Aslef union announces more train strikes

An Aslef spokesman hinted that the mainline rail strikes may continue until autumn…reports Asian Lite News

A fresh wave of train strikes are set to hit the Easter half-term holidays, causing disruption for thousands of families across the country. Members of the Aslef union will stage strikes at 16 rail companies in a dispute over pay, threatening more travel chaos.

Members of the union will hold a rolling programme of one-day walkouts between April 5 and 8, coupled with a six-day ban on overtime. The union said it wanted to increase the pressure on the “intransigent” train companies and the “tone-deaf” Government following a series of strikes stretching back 20 months. Train drivers had not had a pay rise since April 2019, said Aslef.

The Government, which indirectly influences drivers’ pay, terms and conditions through the contracts it has with train companies to operate the railways, has said drivers have been offered an increase that would see their average salaries rise to £65,000.

Strikes are set to hit the final weekend of the Easter holidays for many schools around the country, threatening to disrupt families’ getaways.

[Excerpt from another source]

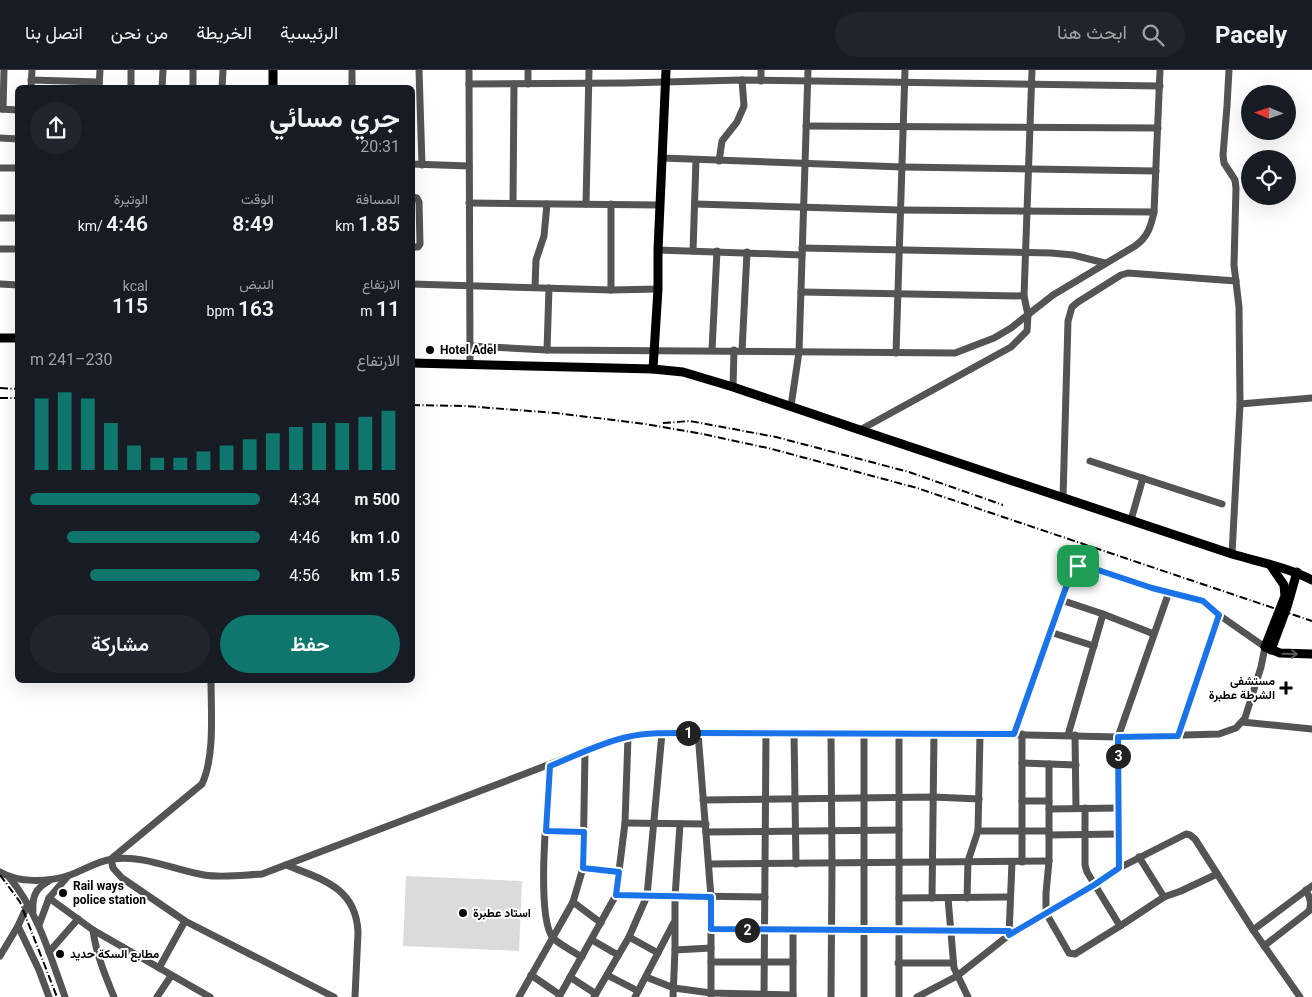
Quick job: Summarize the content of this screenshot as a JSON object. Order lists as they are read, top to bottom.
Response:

Aslef members will strike on Friday, April 5 at Avanti West Coast, East Midlands Railway, West Midlands Trains, and CrossCountry. On Saturday, April 6, industrial action will hit Chiltern, GWR, LNER, Northern, and TransPennine.

Monday, April 8, will see drivers walking out at c2c, Greater Anglia, GTR Great Northern Thameslink, Southeastern, Southern/Gatwick Express and South Western Railway, together with the Island Line on the Isle of Wight. Union members will also refuse to work on their rest days between April 4 to April 6 and from April 8 to April 9.

Mick Whelan, the Aslef general secretary, said: “Last month, when we announced renewed mandates for industrial action, because under the Tories’ draconian anti-union laws we have to ballot our members every six months, we called on the train companies, and the Government, to come to the table for meaningful talks to negotiate a new pay deal for train drivers who have not had an increase in salary since 2019.

“Those votes show a clear rejection by train drivers of the ridiculous offer put to us in April last year by the Rail Delivery Group (RDG) which knew that offer would be rejected because a land grab for all the terms and conditions we have negotiated over the years would never be accepted by our members. Since then train drivers have voted, time and again, to take action in pursuit of a pay rise. That’s why Mark Harper, the Transport Secretary, is being disingenuous when he says that offer should have been put to members.”

An Aslef spokesman hinted that the mainline rail strikes may continue until autumn.

The April 8 strike coincides with a strike by train drivers on London Underground in a separate dispute over terms and conditions. Aslef members on the Tube are also walking out on May 4 as part of that same dispute.

Earlier this year, the rival RMT trade union secured a pay rise for its Tube drivers that was worth a collective £30 million. An Aslef spokesman complained in January that Sadiq Khan, the Mayor of London, had found a “magic money tree” to fund the RMT rise.